To learn more, I have recently researched the non-conferences schedules for the teams within the seven BCS chosen conferences (ACC, Big 12, Big East, Big Ten, Pac 10, and SEC) for the upcoming season, and the findings are less than encouraging.

Here's a rundown of the 2006 non-conference schedules for the six power conferences:

Altogether, there will be 220 non-conferences games played this season, which feature at least one team from a BCS conference. Of these 220 games, only 39 feature match-ups wherein both schools are from one of the six power conferences. If you add the 9 games to be played against independent Notre Dame (the only other school with special BCS privileges), then only 48 of 220 the non-conference games are between schools within college football's power ranks. That's barely more than one-in-every-five games.

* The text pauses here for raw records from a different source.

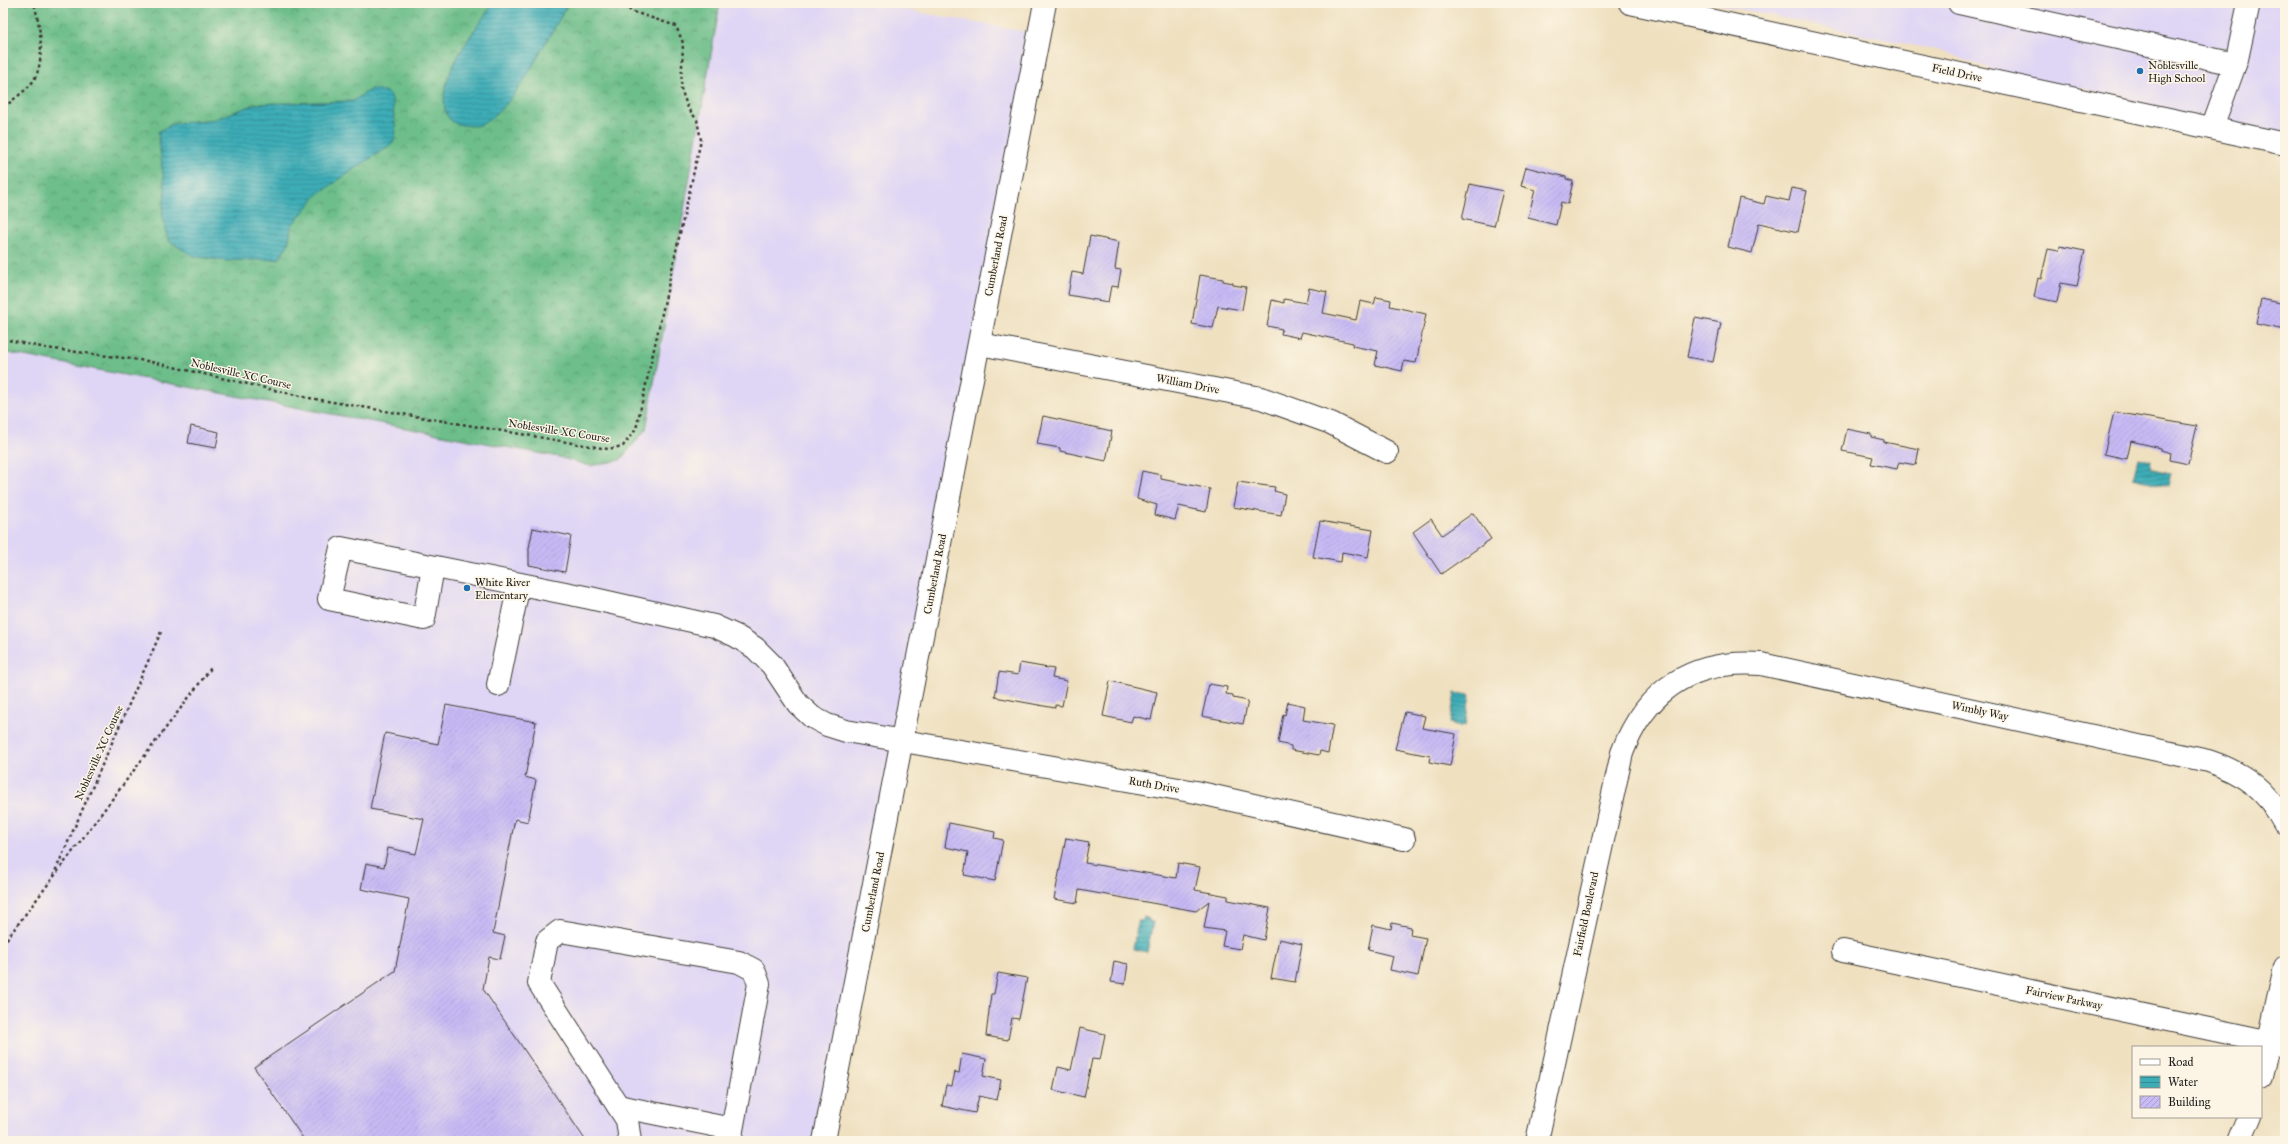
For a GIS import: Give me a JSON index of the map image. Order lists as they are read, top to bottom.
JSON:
{
  "streets": {
    "street": [
      "Field Drive",
      "Cumberland Road",
      "William Drive",
      "Wimbly Way",
      "Ruth Drive",
      "Fairfield Boulevard",
      "Fairview Parkway"
    ],
    "path": ["Noblesville XC Course"]
  },
  "crossings": [
    ["Cumberland Road", "William Drive"],
    ["Cumberland Road", "Ruth Drive"],
    ["Wimbly Way", "Fairfield Boulevard"]
  ],
  "places": ["Noblesville High School", "White River Elementary"],
  "legend": ["Road", "Water", "Building"]
}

To compare, the MAC alone gets to play 32 games against BCS conference opponents, and Conference USA plays another 25. Added together, this means that BCS teams will play nine more non-conference games against teams from these two conferences than they will against each other. Even more telling, there are 45 games next year that pit power schools against foes from Division I-AA. That's right, the BCS schools are almost equally likely to play teams from a lower division , as they are to play each other out of conference. In fact, roughly 70 percent (45 out of 65) of BCS conference teams have scheduled a game against a Division I-AA opponent for the upcoming season. The Big 12 appears to be the worst offender for the upcoming season, with only 11 out of its 48 non-conference opponents coming from another power conference. Coincidentally, the Big 12 schools scheduled exactly 11 Division 1AA opponents as well. (Oklahoma is the only school in the conference whose non-conference games all come from Division I-A.) The Big 12 also features three schools (Oklahoma State, Texas A&M, and Texas Tech) that did not manage to schedule a single school from another BCS conference. My award for least challenging non-conference schedule of any single school happens to go to Texas A&M as well. Though in recent years the Aggies have scheduled non-conference challenges like Virginia Tech, Clemson, and Pittsburgh, next year the Farmers will play Louisiana-Lafayette, Louisiana Tech, Army, and Division 1-AA Citadel.

On the flipside, though it's hard to pick a winner from these conferences, The Big East can boast that every one of its schools plays at least two BCS schools out of conference, but to be fair, the Big East schools do play five non-conference games apiece, compared to most schools' four. I also suspect that some of their scheduling weight comes from their opponents' perceptions of the Big East as the weakest major conference, however the Big East's non-conference lineup certainly exceeds the other five conferences. The individual award for strongest non-conference schedule has to go to USC. With only three non-conference games, Southern California plays Arkansas, Nebraska, and Notre Dame. Ohio State and Texas get kudos for the second half of their non-conference home and home series, however Southern Cal appears to have done the most with its available non-conference games.

So what does all this mean?

Well besides the fact that we can't count on much help in determining what conference is the best through head-to-head match-ups, more importantly this is sobering news to a college football fan. Turn on the television early in the season and you can bet you'll find your fair share of BCS powerhouses playing against assorted directionally-named schools from conferences that you can hardly even identify. Looking for an out-of-conference game between two of college's upper echelon? Good luck.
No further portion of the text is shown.